What James feels toward his father internally is less hatred than a secret reverence and a great disappointment at his father's lack of acknowledgement of his talents and capabilities. Mr. Ramsay does not praise his children, indeed seems to have nothing to say to them unless it is a form of of punishment or displeasure with some aspect of their behavior. James recognizes this as a form of tyranny and urges his sister Cam to fight with him against his father's silent domination of them.
This tension between hatred and reverence, resignation and resistance is something James struggles with greatly after his mother's passing and comes to its most fervent peak during the family's boat trip to the Lighthouse near the end of the book. It is here where James has the realization that he is not separate from his father but inextricably linked to him. The two share an unspoken internal struggle of loneliness and disappointment and James can no more distinguish himself from his father in the same way that Mr. Ramsay, in a moment of great joy for James, comes to the same silent realization and praises his son for the first time.
James' relationship with his father, paticularly this breakthrough toward the end of the novel, represents a struggle for identity, the tension between identifying oneself on the basis of what one is not ("a tyrant") and following the mold of one's parents in the quest to build a life of one's own.
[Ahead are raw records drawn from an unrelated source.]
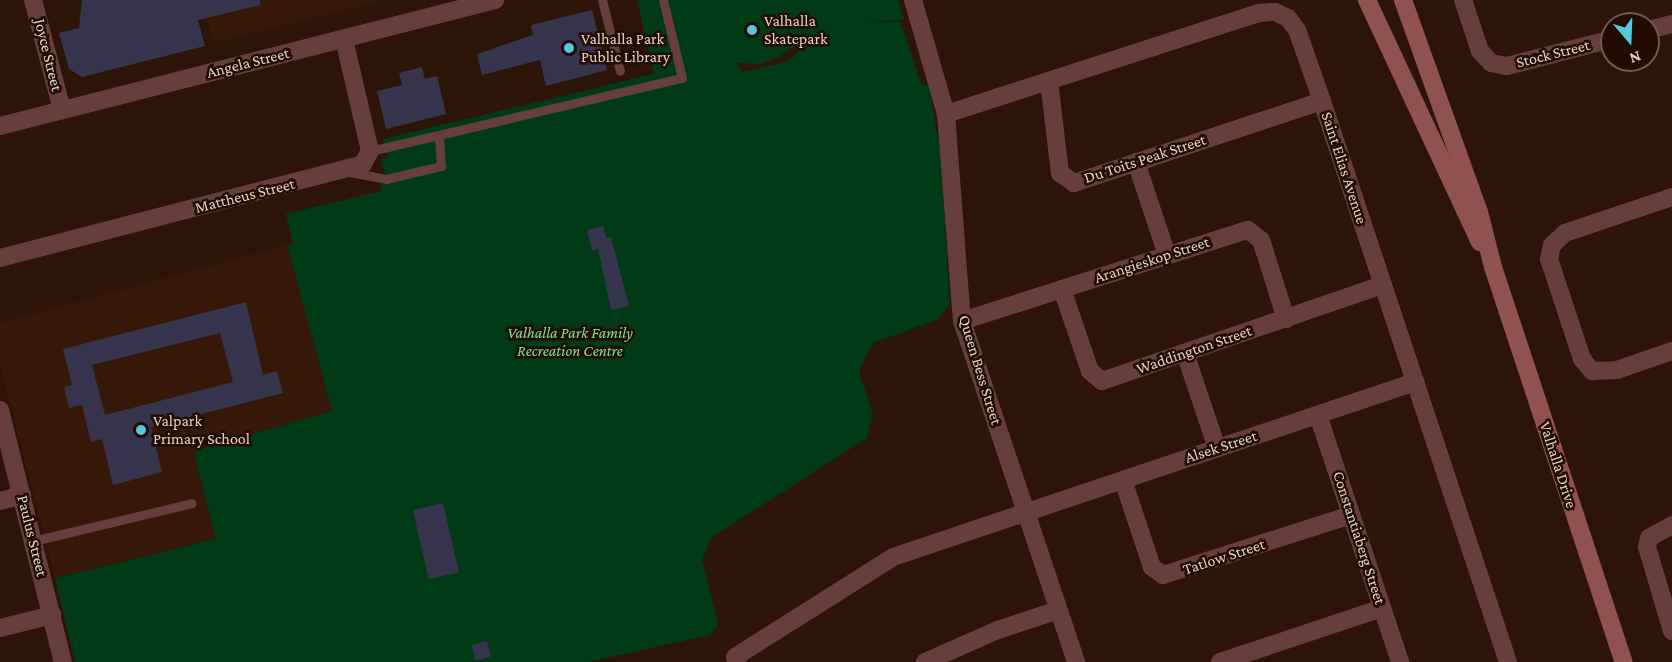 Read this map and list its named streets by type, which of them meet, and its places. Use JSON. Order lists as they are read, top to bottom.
{
  "streets": {
    "main road": ["Valhalla Drive"],
    "street": [
      "Stock Street",
      "Joyce Street",
      "Angela Street",
      "Du Toits Peak Street",
      "Saint Elias Avenue",
      "Mattheus Street",
      "Arangieskop Street",
      "Waddington Street",
      "Queen Bess Street",
      "Alsek Street",
      "Paulus Street",
      "Constantiaberg Street",
      "Tatlow Street"
    ]
  },
  "crossings": [
    ["Joyce Street", "Angela Street"],
    ["Du Toits Peak Street", "Saint Elias Avenue"],
    ["Saint Elias Avenue", "Waddington Street"],
    ["Saint Elias Avenue", "Queen Bess Street"],
    ["Saint Elias Avenue", "Alsek Street"],
    ["Arangieskop Street", "Waddington Street"],
    ["Arangieskop Street", "Queen Bess Street"],
    ["Queen Bess Street", "Alsek Street"],
    ["Alsek Street", "Constantiaberg Street"],
    ["Alsek Street", "Tatlow Street"],
    ["Constantiaberg Street", "Tatlow Street"]
  ],
  "parks": ["Valhalla Park Family Recreation Centre"],
  "places": ["Valhalla Skatepark", "Valhalla Park Public Library", "Valpark Primary School"],
  "north": "bottom"
} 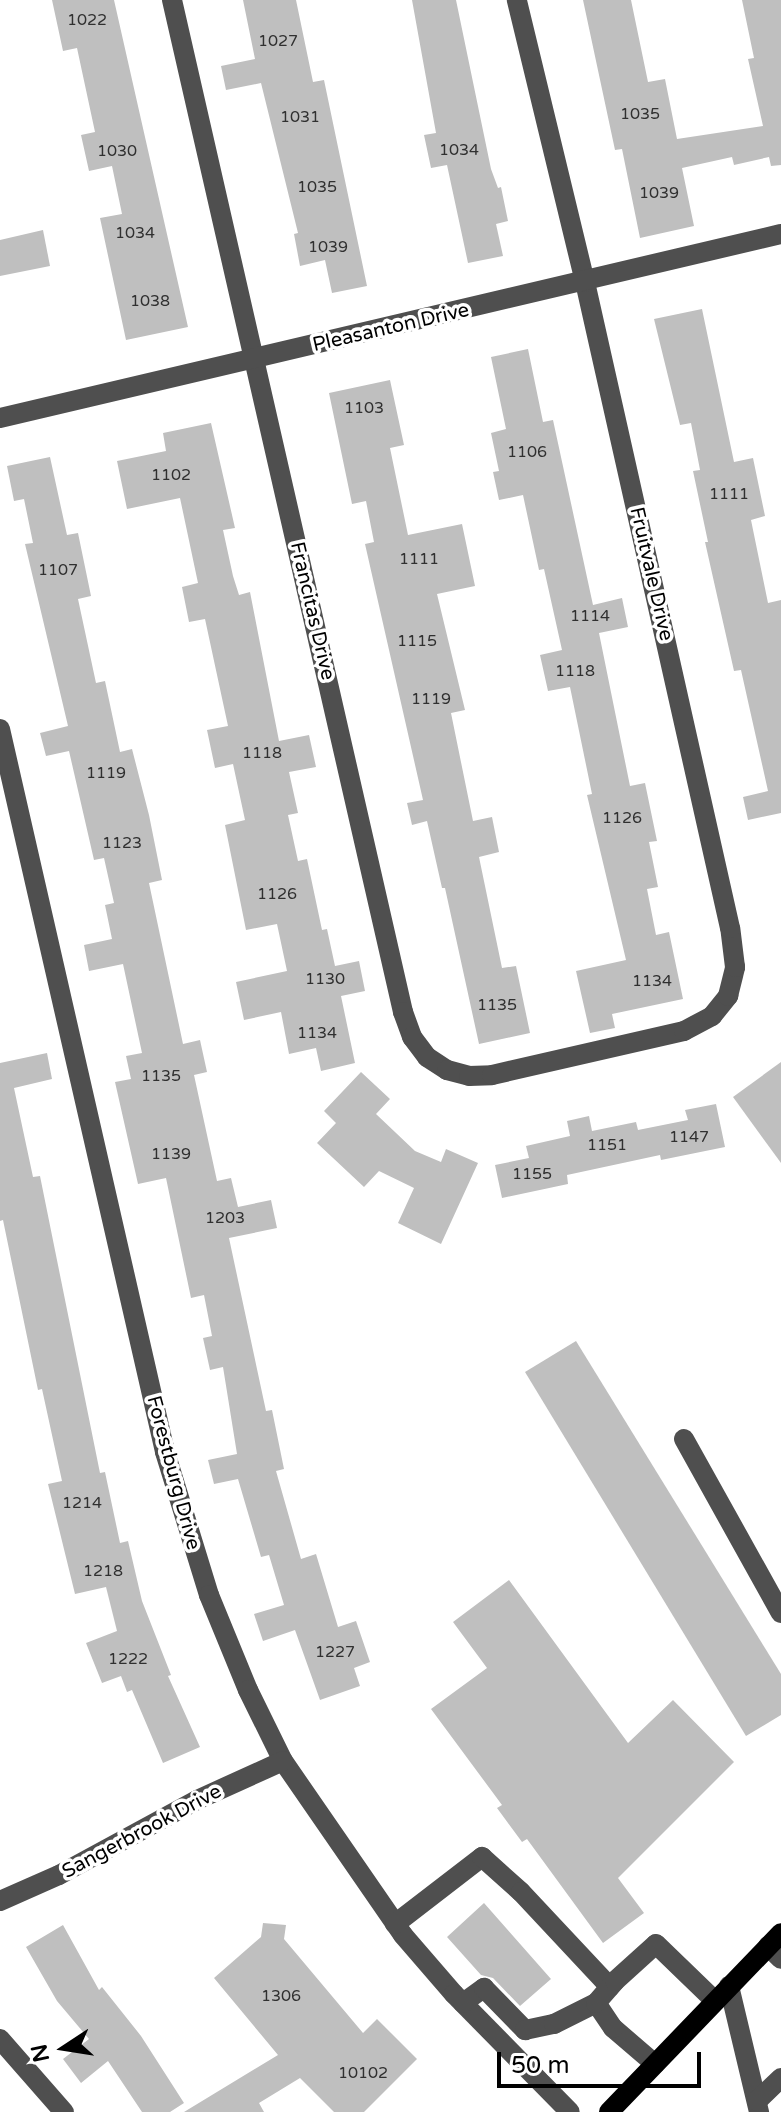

The motif here centers around the role of communication or rather the lack of communication between son and father. In the larger picture throughout the work, we get a sense of the internal monologues of many of the characters, but the ability to communicate their feelings, which often take on contradictory aspects, is troublesome. We get a glimpse of the love they share for one another at the conclusion of the dinner scene, but otherwise there appears to be a siloing of feelings. Mrs. Ramsay cannot tell her husband that she loves him. Mr. Ramsay can only hint at his need for reassurance, which his wife has noticed to pick up on. Lily's outlet for her feelings she tries and many times fails to communicate through her paintings. This moment of concluding praise of James by his father is one of genuine feeling expressed, of direct communication.
As I came upon this episode with James and Mr. Ramsay, I was immediately reminded of a scene from the well-known film by Ingmar Bergman, Through a Glass Darkly. Though it has no bearing on Woolf's work or on this analysis, it merits mentioning for the similarity in the relationship difficulties between father and son we find in To the Lighthhouse.
The plot centers around a young woman who is mentally ill and slowly losing her sanity. Her father is a man very much like Mr. Ramsay: A writer, a man of words, aloof from his children, immersed in his work, undergoing an existential crisis while his family falls apart around him.
The young woman's brother Minus, around the same age as James, is caught up in this turmoil and deeply wishes his father would talk to him and recognize his own talents as a writer. At the end of the film, there is a scene with a very similar motif as the one I've described abaove in To the Lighthouse. Minus' father finally speaks to him, acknowledges him as his son, and Minus echoes James in his joy ("Papa spoke to me!").